Nicotine in e-cigarettes might cause cancers, mouse study suggests

The researchers said that if the findings will be confirmed in future studies, it could mean that e-cigarettes, always been considered to be the safer alternative to traditional cigarette and tobacco products, also carry cancer risk through the nicotine that they deliver.

However, NNAL levels for vapers are still significantly higher than for non-smokers, the team found.

Showing the benefits of vaping, and its usefulness in quitting smoking, a study funded by Cancer Research UK found that the blood of e-cigarette users had lower amounts of tobacco-related carcinogens than their tobacco-smoking counterparts.
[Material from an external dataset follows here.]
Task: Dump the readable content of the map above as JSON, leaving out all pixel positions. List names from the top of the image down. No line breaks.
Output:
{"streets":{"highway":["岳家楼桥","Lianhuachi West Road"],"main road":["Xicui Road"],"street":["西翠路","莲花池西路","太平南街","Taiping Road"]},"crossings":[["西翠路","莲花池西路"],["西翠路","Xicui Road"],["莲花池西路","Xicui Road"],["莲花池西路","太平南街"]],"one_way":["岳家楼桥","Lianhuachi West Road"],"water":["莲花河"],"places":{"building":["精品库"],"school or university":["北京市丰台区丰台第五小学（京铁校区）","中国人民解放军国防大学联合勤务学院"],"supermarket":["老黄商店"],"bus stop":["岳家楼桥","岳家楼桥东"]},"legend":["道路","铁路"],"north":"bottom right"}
About 7 percent of teens reported using cigars, 4.5 percent said they used smokeless tobacco and 6.6 percent reported electronic cigarette use. Study author Moon-shong Tang also noted to Bloomberg that it's not clear whether conventional cigarettes or e-cigarettes would be more harmful.

There is no safe level of smoking, as even one cigarette a day increases by about 50% the risk for coronary artery disease and 30% for stroke, according to a new British scientific study.

Regulators may have had a change of heart about the danger of using e-cigarettes, but scientists would beg to differ.

The tests were also carried on cultured human lung and bladder were found to have similar results. The popularity of e-cigarettes decreases with age and is used more by teenagers and young adults. "Based on these results I can not conclude that E-cig smoke is safer than tobacco smoke in terms of cancer susceptibility of smokers".

While tobacco smoke contains a host of risky chemicals, e-cig liquid consists only of nicotine and relatively harmless solvents. "In both conditions nicotine is in aerosol state and reaches lung via the same path".

It would have been nice if this study had taken the extra step of exposing mice to tobacco smoke as well, and then compared them head-to-head against the mice that inhaled e-cigarette vapor, said Anthony Alberg.

Nevertheless, an important point to consider is that other health risks associated with smoking tobacco are most definitely avoided by e-cigarettes.

All in all, a rather unclear picture emerges. The results, published Monday (January 29) in PNAS, suggest that vaping increases the risk of developing cancer and heart disease and reinforce the research showing e-cigarettes' risks to human health.